Throughout U.S. history, civilians have made invaluable contributions to overseas war efforts. Who can forget 1940s icon Rosie the Riveter, the plucky welder adorning government-issued posters, urging fellow women to show their patriotism by joining the work force and keeping American manufacturing strong? Scrap metal and rubber drives, gasoline rationing and the sending of food- and clothing-filled care packages to the front lines are just some of the ways those on the home front have supported the troops over the years.
Regardless of your stance on the current war in Iraq, Naomi Drew, author of Hope and Healing: Raising Peaceful Children in an Uncertain World, says it is vital to show support for the troops and their families. You can do so by:
Refraining from unnecessary travel. If you are thinking of trekking overseas, check the U.S. Department of State Web site for the most current information on travel warnings and related updates. Should your destination carry a travel warning, strongly consider altering your trip or canceling it altogether.

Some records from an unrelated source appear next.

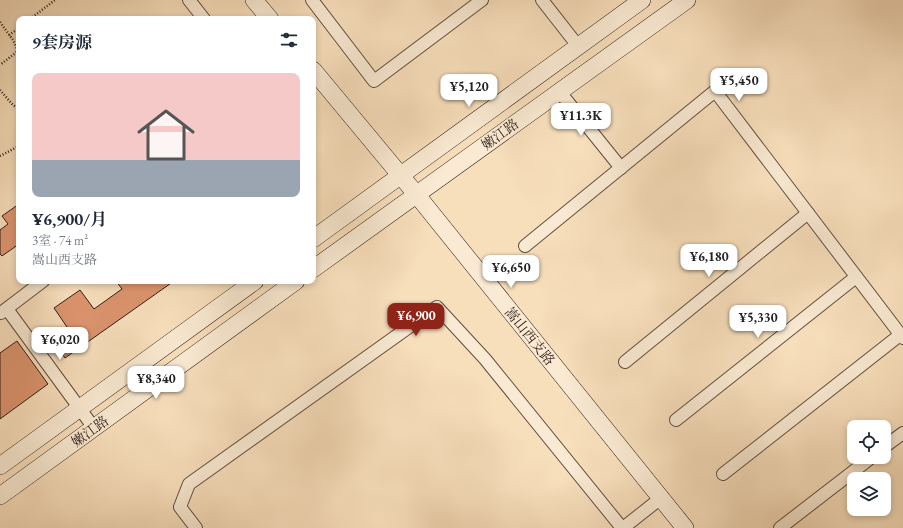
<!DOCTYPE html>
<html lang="zh">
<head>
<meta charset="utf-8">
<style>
	:root { --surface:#fff; --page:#f6f6f7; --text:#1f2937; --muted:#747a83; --line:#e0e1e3; --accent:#8f2418 }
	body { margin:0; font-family:"EB Garamond","Noto Serif SC",serif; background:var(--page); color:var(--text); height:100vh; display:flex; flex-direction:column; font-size:15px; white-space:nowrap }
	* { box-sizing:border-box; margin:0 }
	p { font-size:13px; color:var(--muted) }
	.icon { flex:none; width:22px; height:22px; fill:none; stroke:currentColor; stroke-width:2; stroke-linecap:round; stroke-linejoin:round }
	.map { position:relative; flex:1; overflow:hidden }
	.sheet { position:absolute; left:16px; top:16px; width:300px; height:268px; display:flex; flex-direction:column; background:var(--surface); border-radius:8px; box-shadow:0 2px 6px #0003 }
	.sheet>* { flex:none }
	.buttons { position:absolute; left:847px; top:420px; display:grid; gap:8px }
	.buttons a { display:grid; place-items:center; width:44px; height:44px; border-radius:8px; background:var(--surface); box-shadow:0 2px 6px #0003; font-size:20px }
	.price { position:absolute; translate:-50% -34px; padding:0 9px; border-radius:8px; background:#fff; color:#222; font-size:13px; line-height:26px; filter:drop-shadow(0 1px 2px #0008) }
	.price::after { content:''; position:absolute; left:50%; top:24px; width:12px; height:9px; margin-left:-6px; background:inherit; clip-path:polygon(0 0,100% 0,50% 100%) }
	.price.active { background:var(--accent); color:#fff }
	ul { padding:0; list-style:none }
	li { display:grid; align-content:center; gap:8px; height:212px; padding:0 16px }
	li+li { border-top:1px solid var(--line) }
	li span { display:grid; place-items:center; height:124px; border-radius:8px; color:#555 }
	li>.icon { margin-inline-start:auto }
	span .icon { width:72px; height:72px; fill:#fffc; stroke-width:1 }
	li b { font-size:17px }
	h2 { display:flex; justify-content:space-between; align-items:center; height:48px; padding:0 16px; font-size:17px }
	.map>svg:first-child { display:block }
	.building { fill:#dc946e; stroke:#2f1d16 }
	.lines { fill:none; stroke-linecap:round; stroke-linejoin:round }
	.street-casing { stroke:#614e40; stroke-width:14 }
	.secondary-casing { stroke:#2f1d16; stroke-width:18 }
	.path { stroke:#2f1d16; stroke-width:2.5; stroke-dasharray:1 2; stroke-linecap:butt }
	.street { stroke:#faead3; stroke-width:12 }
	.secondary { stroke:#faead3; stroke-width:17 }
	.labels { text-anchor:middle; stroke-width:3; stroke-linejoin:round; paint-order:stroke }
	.street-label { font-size:14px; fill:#2f1d16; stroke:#faead3 }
</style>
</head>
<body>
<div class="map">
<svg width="903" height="528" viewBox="0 0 903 528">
	<rect width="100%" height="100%" fill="#f8dfbc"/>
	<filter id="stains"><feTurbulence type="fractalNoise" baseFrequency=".005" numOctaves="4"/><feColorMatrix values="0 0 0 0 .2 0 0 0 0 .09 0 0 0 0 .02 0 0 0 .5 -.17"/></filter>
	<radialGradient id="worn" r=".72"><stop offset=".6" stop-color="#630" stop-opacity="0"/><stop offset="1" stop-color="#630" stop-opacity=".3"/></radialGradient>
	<g class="building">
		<path d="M19,204V244L2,256L0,254V230L8,224L2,216Z"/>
		<path d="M116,281H174L65,358L54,341L69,330L54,308L80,290L94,309L122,289Z"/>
		<path d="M17,341L48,384L0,419V353Z"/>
	</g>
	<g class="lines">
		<g class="street-casing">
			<g id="street">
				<path d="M189,0L204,19"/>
				<path d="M312,0L374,81L482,0"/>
				<path d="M542,0L578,46"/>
				<path d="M559,91L621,168"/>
				<path d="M525,246L715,91L903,338"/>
				<path d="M7,309L94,428"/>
				<path d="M1,313L43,281"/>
				<path d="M625,362L808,213"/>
				<path d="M676,420L856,277"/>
				<path d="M884,447L903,433"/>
				<path d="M723,474L900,335"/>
				<path d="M196,528L180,507L189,484L437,307L485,359L622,528"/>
				<path d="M623,528L661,498"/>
				<path d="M780,528L872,457"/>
			</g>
		</g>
		<g class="secondary-casing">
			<g id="secondary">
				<path d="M254,0L270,19"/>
				<path d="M313,70L416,194L685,528"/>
				<path d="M313,239L642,0"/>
				<path d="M313,269L687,0"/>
				<path d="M0,466L255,281"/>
				<path d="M0,496L296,281"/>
			</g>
		</g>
		<g class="path">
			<path d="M30,19L55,0"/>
			<path d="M0,22L13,40L18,51L0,65"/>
			<path d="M9,35L19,28"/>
			<path d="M0,90L13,105L19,109"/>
			<path d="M0,156L19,146"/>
		</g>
		<use href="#street" class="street"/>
		<use href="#secondary" class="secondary"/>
	</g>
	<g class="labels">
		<g class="street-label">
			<text transform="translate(500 134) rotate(-36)" y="5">嫩江路</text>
			<text transform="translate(530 336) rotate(51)" y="5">嵩山西支路</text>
			<text transform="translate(90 431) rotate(-36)" y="5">嫩江路</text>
		</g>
	</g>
	<rect width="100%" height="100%" filter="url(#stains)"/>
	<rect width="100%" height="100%" fill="url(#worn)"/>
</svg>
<div class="buttons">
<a><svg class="icon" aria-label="locate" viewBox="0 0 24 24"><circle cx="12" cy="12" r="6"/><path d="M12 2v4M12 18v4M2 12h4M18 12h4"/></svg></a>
<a><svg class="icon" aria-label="layers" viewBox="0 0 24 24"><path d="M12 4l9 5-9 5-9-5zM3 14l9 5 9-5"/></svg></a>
</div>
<b class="price" style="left:739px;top:102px">¥5,450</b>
<b class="price" style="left:469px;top:108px">¥5,120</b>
<b class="price" style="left:581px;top:137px">¥11.3K</b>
<b class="price" style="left:709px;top:278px">¥6,180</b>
<b class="price" style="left:511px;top:289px">¥6,650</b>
<b class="price active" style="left:416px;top:337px">¥6,900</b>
<b class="price" style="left:758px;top:339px">¥5,330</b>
<b class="price" style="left:60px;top:361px">¥6,020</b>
<b class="price" style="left:156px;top:400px">¥8,340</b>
<section class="sheet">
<h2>9套房源<svg class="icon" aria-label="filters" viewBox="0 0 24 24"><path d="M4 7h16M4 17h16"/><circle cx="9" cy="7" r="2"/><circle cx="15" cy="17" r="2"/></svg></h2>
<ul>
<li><span style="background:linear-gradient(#f6c9c9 70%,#9aa5b1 0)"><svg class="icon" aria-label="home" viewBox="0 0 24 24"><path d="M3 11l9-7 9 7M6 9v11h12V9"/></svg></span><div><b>¥6,900/月</b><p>3室 · 74 m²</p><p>嵩山西支路</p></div></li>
</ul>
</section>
</div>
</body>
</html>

Volunteering your time. Many organizations devoted to helping America’s soldiers and civilians could use an extra hand: the United Services Organizations (USO), which has several offices throughout the U.S.; the American Red Cross; local schools and churches; to name a few.
Being a good neighbor. Assist those with a family member who is away on military duty. You may consider pitching in with household chores, inviting the family over for dinner and offering to baby-sit or run errands.
Sending goodwill messages to the troops. Those serving overseas enjoy receiving a steady stream of mail, whether its postcards, audiocassettes with recorded messages from family and friends, detailed letters or care packages. Length doesn’t matter; just a few kind words from the home front can keep up a soldier’s morale.